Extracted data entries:
----

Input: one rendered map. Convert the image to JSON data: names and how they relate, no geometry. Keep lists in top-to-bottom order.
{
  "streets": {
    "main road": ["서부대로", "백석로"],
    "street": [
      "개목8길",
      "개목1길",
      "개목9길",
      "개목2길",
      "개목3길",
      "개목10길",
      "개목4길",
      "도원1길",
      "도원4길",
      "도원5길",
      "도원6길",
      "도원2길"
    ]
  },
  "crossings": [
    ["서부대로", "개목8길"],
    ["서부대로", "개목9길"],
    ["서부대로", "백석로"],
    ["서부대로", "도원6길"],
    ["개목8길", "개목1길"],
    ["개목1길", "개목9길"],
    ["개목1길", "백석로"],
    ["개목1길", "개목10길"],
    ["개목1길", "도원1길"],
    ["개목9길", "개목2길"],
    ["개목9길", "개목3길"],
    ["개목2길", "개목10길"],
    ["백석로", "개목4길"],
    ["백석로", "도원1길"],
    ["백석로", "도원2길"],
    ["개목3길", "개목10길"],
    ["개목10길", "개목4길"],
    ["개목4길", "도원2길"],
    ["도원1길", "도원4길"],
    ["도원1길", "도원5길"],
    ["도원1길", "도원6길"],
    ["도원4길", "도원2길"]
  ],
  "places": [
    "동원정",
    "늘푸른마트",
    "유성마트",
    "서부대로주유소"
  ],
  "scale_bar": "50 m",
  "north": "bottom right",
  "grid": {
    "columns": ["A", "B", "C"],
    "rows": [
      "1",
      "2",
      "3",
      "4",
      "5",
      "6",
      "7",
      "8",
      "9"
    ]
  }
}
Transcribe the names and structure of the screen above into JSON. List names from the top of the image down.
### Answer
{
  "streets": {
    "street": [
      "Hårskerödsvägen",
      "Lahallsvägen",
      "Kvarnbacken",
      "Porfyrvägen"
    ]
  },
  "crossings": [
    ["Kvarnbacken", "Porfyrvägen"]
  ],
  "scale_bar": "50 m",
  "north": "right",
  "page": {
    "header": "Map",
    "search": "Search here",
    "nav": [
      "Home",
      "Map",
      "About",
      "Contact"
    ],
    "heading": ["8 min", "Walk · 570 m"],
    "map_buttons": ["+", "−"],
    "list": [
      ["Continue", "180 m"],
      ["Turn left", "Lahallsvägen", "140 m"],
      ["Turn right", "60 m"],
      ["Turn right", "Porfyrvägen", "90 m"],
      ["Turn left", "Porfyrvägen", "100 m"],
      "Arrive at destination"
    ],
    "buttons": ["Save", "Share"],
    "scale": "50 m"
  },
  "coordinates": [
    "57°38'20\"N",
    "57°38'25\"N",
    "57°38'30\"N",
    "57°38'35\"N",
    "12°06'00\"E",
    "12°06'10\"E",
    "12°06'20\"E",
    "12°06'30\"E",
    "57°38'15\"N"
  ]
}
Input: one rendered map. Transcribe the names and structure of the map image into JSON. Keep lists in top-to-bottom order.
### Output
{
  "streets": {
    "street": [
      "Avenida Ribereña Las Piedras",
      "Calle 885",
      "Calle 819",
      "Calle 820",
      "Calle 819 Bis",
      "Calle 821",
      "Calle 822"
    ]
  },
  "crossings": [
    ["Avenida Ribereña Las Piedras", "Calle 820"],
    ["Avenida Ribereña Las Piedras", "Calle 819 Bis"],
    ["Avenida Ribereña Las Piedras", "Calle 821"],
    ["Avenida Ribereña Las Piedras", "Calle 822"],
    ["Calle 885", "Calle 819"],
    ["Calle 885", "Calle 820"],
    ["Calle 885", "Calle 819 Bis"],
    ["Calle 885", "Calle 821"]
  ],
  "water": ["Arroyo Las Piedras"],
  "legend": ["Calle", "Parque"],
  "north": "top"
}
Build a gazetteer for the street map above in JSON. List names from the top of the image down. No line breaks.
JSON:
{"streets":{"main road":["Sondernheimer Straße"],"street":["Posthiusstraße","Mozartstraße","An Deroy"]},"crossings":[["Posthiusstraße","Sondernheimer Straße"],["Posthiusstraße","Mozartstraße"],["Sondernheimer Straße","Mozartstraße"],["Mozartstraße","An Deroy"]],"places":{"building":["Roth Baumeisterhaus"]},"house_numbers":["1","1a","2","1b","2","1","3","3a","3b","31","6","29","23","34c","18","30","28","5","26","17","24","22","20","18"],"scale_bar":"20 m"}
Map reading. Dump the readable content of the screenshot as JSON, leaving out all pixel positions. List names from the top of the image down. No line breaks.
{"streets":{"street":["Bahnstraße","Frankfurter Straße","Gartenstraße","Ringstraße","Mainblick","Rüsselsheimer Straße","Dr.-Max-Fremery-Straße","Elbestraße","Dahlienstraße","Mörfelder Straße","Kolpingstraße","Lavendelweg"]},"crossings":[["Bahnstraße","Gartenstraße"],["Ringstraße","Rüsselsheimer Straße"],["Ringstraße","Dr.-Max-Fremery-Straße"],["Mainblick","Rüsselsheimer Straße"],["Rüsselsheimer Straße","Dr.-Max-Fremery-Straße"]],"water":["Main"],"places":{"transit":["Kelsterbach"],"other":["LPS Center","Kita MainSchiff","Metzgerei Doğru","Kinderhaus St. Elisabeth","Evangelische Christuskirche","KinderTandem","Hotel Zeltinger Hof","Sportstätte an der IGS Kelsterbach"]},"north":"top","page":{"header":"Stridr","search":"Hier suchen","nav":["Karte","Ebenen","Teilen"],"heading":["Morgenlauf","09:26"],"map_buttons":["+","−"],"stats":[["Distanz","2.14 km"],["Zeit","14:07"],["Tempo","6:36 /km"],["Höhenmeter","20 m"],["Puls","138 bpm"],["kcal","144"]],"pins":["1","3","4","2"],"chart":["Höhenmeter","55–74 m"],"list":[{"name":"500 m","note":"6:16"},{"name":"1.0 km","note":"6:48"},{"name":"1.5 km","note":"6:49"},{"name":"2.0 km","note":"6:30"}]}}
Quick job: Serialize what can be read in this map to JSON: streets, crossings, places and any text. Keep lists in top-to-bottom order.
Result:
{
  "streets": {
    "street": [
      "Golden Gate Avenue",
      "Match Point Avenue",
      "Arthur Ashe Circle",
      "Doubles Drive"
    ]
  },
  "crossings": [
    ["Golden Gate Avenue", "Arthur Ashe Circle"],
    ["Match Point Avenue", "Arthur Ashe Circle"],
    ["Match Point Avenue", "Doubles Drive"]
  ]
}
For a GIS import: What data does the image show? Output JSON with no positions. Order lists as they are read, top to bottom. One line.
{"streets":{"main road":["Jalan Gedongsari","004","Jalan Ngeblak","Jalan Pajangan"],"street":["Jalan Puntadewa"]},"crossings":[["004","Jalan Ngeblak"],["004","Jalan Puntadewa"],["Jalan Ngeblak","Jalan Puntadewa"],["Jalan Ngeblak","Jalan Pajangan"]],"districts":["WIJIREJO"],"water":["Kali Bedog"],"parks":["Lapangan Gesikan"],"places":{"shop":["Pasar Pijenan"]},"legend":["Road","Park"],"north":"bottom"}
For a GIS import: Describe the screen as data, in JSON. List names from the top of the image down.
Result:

----

▶ [Try it]: Write the entries out once more, exactly as they were given.

▶ [Solution for this problem]:
Input: one rendered map. Convert the image to JSON data: names and how they relate, no geometry. Keep lists in top-to-bottom order.
{
  "streets": {
    "main road": ["서부대로", "백석로"],
    "street": [
      "개목8길",
      "개목1길",
      "개목9길",
      "개목2길",
      "개목3길",
      "개목10길",
      "개목4길",
      "도원1길",
      "도원4길",
      "도원5길",
      "도원6길",
      "도원2길"
    ]
  },
  "crossings": [
    ["서부대로", "개목8길"],
    ["서부대로", "개목9길"],
    ["서부대로", "백석로"],
    ["서부대로", "도원6길"],
    ["개목8길", "개목1길"],
    ["개목1길", "개목9길"],
    ["개목1길", "백석로"],
    ["개목1길", "개목10길"],
    ["개목1길", "도원1길"],
    ["개목9길", "개목2길"],
    ["개목9길", "개목3길"],
    ["개목2길", "개목10길"],
    ["백석로", "개목4길"],
    ["백석로", "도원1길"],
    ["백석로", "도원2길"],
    ["개목3길", "개목10길"],
    ["개목10길", "개목4길"],
    ["개목4길", "도원2길"],
    ["도원1길", "도원4길"],
    ["도원1길", "도원5길"],
    ["도원1길", "도원6길"],
    ["도원4길", "도원2길"]
  ],
  "places": [
    "동원정",
    "늘푸른마트",
    "유성마트",
    "서부대로주유소"
  ],
  "scale_bar": "50 m",
  "north": "bottom right",
  "grid": {
    "columns": ["A", "B", "C"],
    "rows": [
      "1",
      "2",
      "3",
      "4",
      "5",
      "6",
      "7",
      "8",
      "9"
    ]
  }
}
Transcribe the names and structure of the screen above into JSON. List names from the top of the image down.
### Answer
{
  "streets": {
    "street": [
      "Hårskerödsvägen",
      "Lahallsvägen",
      "Kvarnbacken",
      "Porfyrvägen"
    ]
  },
  "crossings": [
    ["Kvarnbacken", "Porfyrvägen"]
  ],
  "scale_bar": "50 m",
  "north": "right",
  "page": {
    "header": "Map",
    "search": "Search here",
    "nav": [
      "Home",
      "Map",
      "About",
      "Contact"
    ],
    "heading": ["8 min", "Walk · 570 m"],
    "map_buttons": ["+", "−"],
    "list": [
      ["Continue", "180 m"],
      ["Turn left", "Lahallsvägen", "140 m"],
      ["Turn right", "60 m"],
      ["Turn right", "Porfyrvägen", "90 m"],
      ["Turn left", "Porfyrvägen", "100 m"],
      "Arrive at destination"
    ],
    "buttons": ["Save", "Share"],
    "scale": "50 m"
  },
  "coordinates": [
    "57°38'20\"N",
    "57°38'25\"N",
    "57°38'30\"N",
    "57°38'35\"N",
    "12°06'00\"E",
    "12°06'10\"E",
    "12°06'20\"E",
    "12°06'30\"E",
    "57°38'15\"N"
  ]
}
Input: one rendered map. Transcribe the names and structure of the map image into JSON. Keep lists in top-to-bottom order.
### Output
{
  "streets": {
    "street": [
      "Avenida Ribereña Las Piedras",
      "Calle 885",
      "Calle 819",
      "Calle 820",
      "Calle 819 Bis",
      "Calle 821",
      "Calle 822"
    ]
  },
  "crossings": [
    ["Avenida Ribereña Las Piedras", "Calle 820"],
    ["Avenida Ribereña Las Piedras", "Calle 819 Bis"],
    ["Avenida Ribereña Las Piedras", "Calle 821"],
    ["Avenida Ribereña Las Piedras", "Calle 822"],
    ["Calle 885", "Calle 819"],
    ["Calle 885", "Calle 820"],
    ["Calle 885", "Calle 819 Bis"],
    ["Calle 885", "Calle 821"]
  ],
  "water": ["Arroyo Las Piedras"],
  "legend": ["Calle", "Parque"],
  "north": "top"
}
Build a gazetteer for the street map above in JSON. List names from the top of the image down. No line breaks.
JSON:
{"streets":{"main road":["Sondernheimer Straße"],"street":["Posthiusstraße","Mozartstraße","An Deroy"]},"crossings":[["Posthiusstraße","Sondernheimer Straße"],["Posthiusstraße","Mozartstraße"],["Sondernheimer Straße","Mozartstraße"],["Mozartstraße","An Deroy"]],"places":{"building":["Roth Baumeisterhaus"]},"house_numbers":["1","1a","2","1b","2","1","3","3a","3b","31","6","29","23","34c","18","30","28","5","26","17","24","22","20","18"],"scale_bar":"20 m"}
Map reading. Dump the readable content of the screenshot as JSON, leaving out all pixel positions. List names from the top of the image down. No line breaks.
{"streets":{"street":["Bahnstraße","Frankfurter Straße","Gartenstraße","Ringstraße","Mainblick","Rüsselsheimer Straße","Dr.-Max-Fremery-Straße","Elbestraße","Dahlienstraße","Mörfelder Straße","Kolpingstraße","Lavendelweg"]},"crossings":[["Bahnstraße","Gartenstraße"],["Ringstraße","Rüsselsheimer Straße"],["Ringstraße","Dr.-Max-Fremery-Straße"],["Mainblick","Rüsselsheimer Straße"],["Rüsselsheimer Straße","Dr.-Max-Fremery-Straße"]],"water":["Main"],"places":{"transit":["Kelsterbach"],"other":["LPS Center","Kita MainSchiff","Metzgerei Doğru","Kinderhaus St. Elisabeth","Evangelische Christuskirche","KinderTandem","Hotel Zeltinger Hof","Sportstätte an der IGS Kelsterbach"]},"north":"top","page":{"header":"Stridr","search":"Hier suchen","nav":["Karte","Ebenen","Teilen"],"heading":["Morgenlauf","09:26"],"map_buttons":["+","−"],"stats":[["Distanz","2.14 km"],["Zeit","14:07"],["Tempo","6:36 /km"],["Höhenmeter","20 m"],["Puls","138 bpm"],["kcal","144"]],"pins":["1","3","4","2"],"chart":["Höhenmeter","55–74 m"],"list":[{"name":"500 m","note":"6:16"},{"name":"1.0 km","note":"6:48"},{"name":"1.5 km","note":"6:49"},{"name":"2.0 km","note":"6:30"}]}}
Quick job: Serialize what can be read in this map to JSON: streets, crossings, places and any text. Keep lists in top-to-bottom order.
Result:
{
  "streets": {
    "street": [
      "Golden Gate Avenue",
      "Match Point Avenue",
      "Arthur Ashe Circle",
      "Doubles Drive"
    ]
  },
  "crossings": [
    ["Golden Gate Avenue", "Arthur Ashe Circle"],
    ["Match Point Avenue", "Arthur Ashe Circle"],
    ["Match Point Avenue", "Doubles Drive"]
  ]
}
For a GIS import: What data does the image show? Output JSON with no positions. Order lists as they are read, top to bottom. One line.
{"streets":{"main road":["Jalan Gedongsari","004","Jalan Ngeblak","Jalan Pajangan"],"street":["Jalan Puntadewa"]},"crossings":[["004","Jalan Ngeblak"],["004","Jalan Puntadewa"],["Jalan Ngeblak","Jalan Puntadewa"],["Jalan Ngeblak","Jalan Pajangan"]],"districts":["WIJIREJO"],"water":["Kali Bedog"],"parks":["Lapangan Gesikan"],"places":{"shop":["Pasar Pijenan"]},"legend":["Road","Park"],"north":"bottom"}
For a GIS import: Describe the screen as data, in JSON. List names from the top of the image down.
Result:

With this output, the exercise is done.